Not every process you can think of can happen. Feynmann diagrams are a good methodology to see what processes can happen, and calculate their probabilities. Typically it is processes where, for QED, charged particles and or photons are involved, and energy, momentum and angular momentum can be conserved. It can be more complex for weak and stron interactions where you have to take into account the conservation of various quantum numbers also (such as flavor, in the strong interactions parity, etc).
At a high enough energies those processes of photon pair production will happen in large quantities, and they did in the early universe. But after it expanded and cooled some, their energies became lower and with many photons not having the minimum required energies pairs were not created. Pair annihilation kept happening until most positron disappeared. There was an abundance of electrons over positrons initially (why is a whole other story, it is not totally clear yet why there were and are much more particles than antiparticles. It may be to the broken parity and charge symmetry in the weak forces, but it is a work in progress)

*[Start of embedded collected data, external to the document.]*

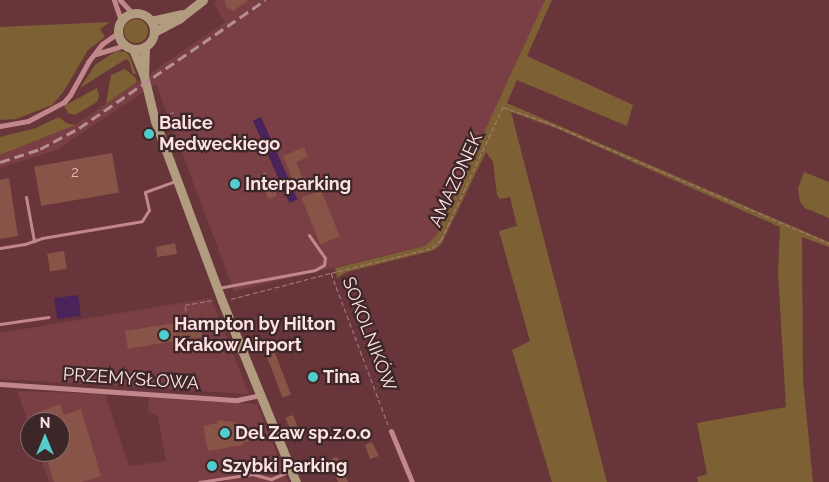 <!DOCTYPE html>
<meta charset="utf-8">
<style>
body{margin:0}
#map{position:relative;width:829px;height:482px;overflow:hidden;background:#68363a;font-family:Raleway,sans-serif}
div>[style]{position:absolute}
.built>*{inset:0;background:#793f44}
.green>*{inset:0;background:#7e6035}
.round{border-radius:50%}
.water>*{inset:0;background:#4a235a;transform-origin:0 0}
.building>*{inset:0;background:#885447;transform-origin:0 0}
.path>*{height:1px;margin-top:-0.5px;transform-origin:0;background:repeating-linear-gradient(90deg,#a67d80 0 5px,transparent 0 7.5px)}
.service>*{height:3px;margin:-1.5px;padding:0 1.5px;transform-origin:1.5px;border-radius:1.5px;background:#c2878b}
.minor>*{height:5px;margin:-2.5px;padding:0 2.5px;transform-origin:2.5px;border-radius:2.5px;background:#c2878b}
.secondary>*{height:9px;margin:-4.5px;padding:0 4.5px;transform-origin:4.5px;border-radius:4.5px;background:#b29c7f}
.secondary>.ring{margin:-4.5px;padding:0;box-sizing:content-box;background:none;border:9px solid #b29c7f;border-radius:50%}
.rail>*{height:2.5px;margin-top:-1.25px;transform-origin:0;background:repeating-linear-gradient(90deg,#b48e90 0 10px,transparent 0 15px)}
.dots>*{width:14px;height:14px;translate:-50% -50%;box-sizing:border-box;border:2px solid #3d2627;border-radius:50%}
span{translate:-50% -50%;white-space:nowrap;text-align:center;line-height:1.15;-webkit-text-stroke:4.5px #3d2627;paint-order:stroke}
.number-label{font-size:15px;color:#e0bebc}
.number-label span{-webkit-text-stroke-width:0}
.poi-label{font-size:18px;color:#fde2e3;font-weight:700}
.left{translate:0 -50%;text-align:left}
.street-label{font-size:18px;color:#fde2e3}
.north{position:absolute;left:20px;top:412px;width:50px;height:50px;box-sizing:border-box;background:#3d2627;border:1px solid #8a7172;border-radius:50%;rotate:0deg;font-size:14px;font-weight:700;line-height:20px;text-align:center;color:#fde2e3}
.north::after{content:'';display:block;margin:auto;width:18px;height:22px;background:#52cdcd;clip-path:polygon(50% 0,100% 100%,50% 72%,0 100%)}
</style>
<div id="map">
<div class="built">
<div style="clip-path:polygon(218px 0,545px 0,436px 236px,425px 246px,234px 291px,156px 84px,56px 150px,0 168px,0 155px,75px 125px,225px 22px,214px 4px)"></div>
<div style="clip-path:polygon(211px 298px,249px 394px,0 379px,0 333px)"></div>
<div style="clip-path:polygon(17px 391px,105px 394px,129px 466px,166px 461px,158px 416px,148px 412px,149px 398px,257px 404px,288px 482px,49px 482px,39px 452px,60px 452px,60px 422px,30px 422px,30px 427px)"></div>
</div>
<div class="green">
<div style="clip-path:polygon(545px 0,552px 0,527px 56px,633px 105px,627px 126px,517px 80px,507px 103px,829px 242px,829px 247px,802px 237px,803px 380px,813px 482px,698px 482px,697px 477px,707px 474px,697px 423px,786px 407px,778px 273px,780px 227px,558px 129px,511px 112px,607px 482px,552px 482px,512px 350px,530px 341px,499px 231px,517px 226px,510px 197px,500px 199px,497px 195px,493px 162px,486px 152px,442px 243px,437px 248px,431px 251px,347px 272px,337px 278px,335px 268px,425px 246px,436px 236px)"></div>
<div class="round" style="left:124px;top:19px;width:24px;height:24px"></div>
<div style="clip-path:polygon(110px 22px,100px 29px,105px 37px,88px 50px,64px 91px,52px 105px,16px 119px,0 120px,0 27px)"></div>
<div style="clip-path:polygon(116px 51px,125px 52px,129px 55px,136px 74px,133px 74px,129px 61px,126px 59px,80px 88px,95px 65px)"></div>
<div style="clip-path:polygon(125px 69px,136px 78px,137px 82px,106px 104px,111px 75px)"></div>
<div style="clip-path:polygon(97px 88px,99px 96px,97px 102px,75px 115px,68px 113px,64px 106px)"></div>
<div style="clip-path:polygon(59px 117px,66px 123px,75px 125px,0 155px,0 137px,36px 128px)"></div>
<div style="clip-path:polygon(804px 172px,829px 182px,829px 218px,805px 208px,800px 202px,798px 189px)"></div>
</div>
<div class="water">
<div style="left:261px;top:117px;width:90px;height:9px;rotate:66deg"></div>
<div style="left:78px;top:295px;width:21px;height:24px;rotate:82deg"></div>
</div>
<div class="building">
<div style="clip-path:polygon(225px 0,249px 0,233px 11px,226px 7px)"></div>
<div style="clip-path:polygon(304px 147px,308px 157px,296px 162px,303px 179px,294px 183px,283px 156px)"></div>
<div style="left:112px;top:153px;width:40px;height:79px;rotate:80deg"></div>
<div style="left:266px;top:172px;width:26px;height:9px;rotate:65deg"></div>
<div style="clip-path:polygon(9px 178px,18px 236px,0 239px,0 180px)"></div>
<div style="left:321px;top:190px;width:50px;height:21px;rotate:68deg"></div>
<div style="clip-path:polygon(175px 243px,177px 254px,157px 257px,156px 247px)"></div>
<div style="left:64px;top:251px;width:18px;height:17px;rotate:81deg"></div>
<div style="left:200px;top:319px;width:18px;height:76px;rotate:81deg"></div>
<div style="left:272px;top:345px;width:53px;height:9px;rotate:69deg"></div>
<div style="clip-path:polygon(60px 404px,64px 415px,81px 409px,101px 476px,81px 482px,54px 482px,45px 452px,60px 452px,60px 422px,36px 422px,33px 414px)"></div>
<div style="left:293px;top:415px;width:25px;height:8px;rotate:69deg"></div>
<div style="clip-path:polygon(218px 420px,240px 423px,248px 441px,242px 443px,243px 445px,208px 451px,203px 426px,218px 423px)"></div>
<div style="clip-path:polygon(372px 442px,379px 456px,370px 459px,365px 445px)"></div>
<div style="clip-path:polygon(336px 457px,339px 459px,348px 482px,338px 482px,334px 472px,331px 473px,326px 461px)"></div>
</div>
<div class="path">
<div style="left:163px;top:117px;width:14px;rotate:-25deg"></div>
<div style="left:331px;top:273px;width:104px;rotate:-13.9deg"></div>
<div style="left:432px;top:248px;width:12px;rotate:-42deg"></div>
<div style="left:441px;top:240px;width:147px;rotate:-65deg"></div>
<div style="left:503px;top:107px;width:43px;rotate:18.9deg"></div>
<div style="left:544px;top:121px;width:310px;rotate:23.2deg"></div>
<div style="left:231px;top:299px;width:103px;rotate:-14.6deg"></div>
<div style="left:331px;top:273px;width:162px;rotate:69.4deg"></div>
<div style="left:186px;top:311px;width:6px;rotate:-99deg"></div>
<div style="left:185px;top:305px;width:27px;rotate:-10deg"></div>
</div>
<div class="service">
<div style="left:26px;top:197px;width:45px;rotate:79.7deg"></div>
<div style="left:0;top:248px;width:25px;rotate:-9deg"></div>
<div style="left:25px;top:244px;width:18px;rotate:-19deg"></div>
<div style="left:42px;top:238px;width:101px;rotate:-9.6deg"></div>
<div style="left:142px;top:221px;width:13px;rotate:-58deg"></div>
<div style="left:149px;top:210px;width:18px;rotate:-103deg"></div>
<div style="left:145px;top:192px;width:32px;rotate:-20deg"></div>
<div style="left:218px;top:288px;width:99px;rotate:-10.5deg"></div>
<div style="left:315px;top:270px;width:10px;rotate:-29deg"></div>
<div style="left:324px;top:265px;width:7px;rotate:-82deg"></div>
<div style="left:325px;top:258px;width:28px;rotate:-125deg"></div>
<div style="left:0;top:324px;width:49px;rotate:-8.1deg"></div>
<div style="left:199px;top:482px;width:54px;rotate:-8.6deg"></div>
<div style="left:252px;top:474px;width:20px;rotate:15deg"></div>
<div style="left:271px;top:479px;width:21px;rotate:-23deg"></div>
</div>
<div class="minor">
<div style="left:114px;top:0;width:21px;rotate:71deg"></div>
<div style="left:120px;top:0;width:18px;rotate:47deg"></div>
<div style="left:96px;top:54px;width:30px;rotate:-17deg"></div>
<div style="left:0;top:126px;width:28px;rotate:-10deg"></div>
<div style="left:28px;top:121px;width:41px;rotate:-27.8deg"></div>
<div style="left:64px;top:102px;width:9px;rotate:-49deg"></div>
<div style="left:70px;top:95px;width:38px;rotate:-61deg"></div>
<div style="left:88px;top:62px;width:23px;rotate:-52deg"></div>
<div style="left:102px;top:44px;width:19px;rotate:-35deg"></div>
<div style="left:0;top:384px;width:238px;rotate:3.9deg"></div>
<div style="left:237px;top:400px;width:24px;rotate:-12deg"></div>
<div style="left:391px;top:431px;width:55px;rotate:67.6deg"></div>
</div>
<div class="secondary">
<div class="ring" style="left:118px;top:13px;width:27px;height:27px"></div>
<div style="left:151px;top:21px;width:31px;rotate:-13deg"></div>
<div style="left:154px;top:32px;width:30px;rotate:-28deg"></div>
<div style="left:180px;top:18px;width:29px;rotate:-38deg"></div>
<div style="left:145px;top:47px;width:29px;rotate:92deg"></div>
<div style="left:144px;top:76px;width:46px;rotate:76.3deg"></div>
<div style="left:155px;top:121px;width:192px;rotate:69.6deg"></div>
<div style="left:222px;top:301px;width:196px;rotate:67.8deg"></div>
<div style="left:133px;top:49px;width:29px;rotate:68deg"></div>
</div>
<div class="rail">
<div style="left:0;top:162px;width:42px;rotate:-18deg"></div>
<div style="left:40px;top:149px;width:44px;rotate:-28.3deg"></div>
<div style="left:79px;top:128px;width:226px;rotate:-34.5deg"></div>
</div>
<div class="dots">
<div style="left:149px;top:134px;background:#52cdcd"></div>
<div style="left:235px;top:184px;background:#52cdcd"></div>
<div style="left:164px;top:335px;background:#52cdcd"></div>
<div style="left:313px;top:377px;background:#52cdcd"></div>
<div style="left:225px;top:433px;background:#52cdcd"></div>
<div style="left:212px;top:466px;background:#52cdcd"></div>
</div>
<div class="number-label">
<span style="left:75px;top:173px">2</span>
</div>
<div class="poi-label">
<span class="left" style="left:159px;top:134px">Balice<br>Medweckiego</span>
<span class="left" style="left:245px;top:184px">Interparking</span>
<span class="left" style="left:174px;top:335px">Hampton by Hilton<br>Krakow Airport</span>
<span class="left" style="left:323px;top:377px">Tina</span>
<span class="left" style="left:235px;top:433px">Del Zaw sp.z.o.o</span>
<span class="left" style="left:222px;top:466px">Szybki Parking</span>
</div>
<div class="street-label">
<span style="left:456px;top:180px;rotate:-65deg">AMAZONEK</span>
<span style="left:369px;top:334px;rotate:69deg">SOKOLNIKÓW</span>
<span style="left:131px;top:379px;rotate:4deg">PRZEMYSŁOWA</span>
</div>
<div class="north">N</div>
</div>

The wiki article has more that that, it also has a brief summary of some of the calculations, and conservation laws, used, and what some of it means. QED was a huge accomplishment in physics, and it won its discoverers (or developers, it's just a word) Nobel prizes. It is something we know and should be proud of, there's still plenty we don't know.
More on QED at another wiki article at https://en.m.wikipedia.org/wiki/Quantum_electrodynamics
And a more detailed review of electrons and positrons in physics and astrophysics at http://www.icranet.org/misc/Scientific_Report_2009/Reports/08Xue_a.pdf
To really understand, and if you wish, to use, QED it is best to go through one of the Quantum Field Theory books. Wikipedia is just a quick view at thingS, and it may not always be right.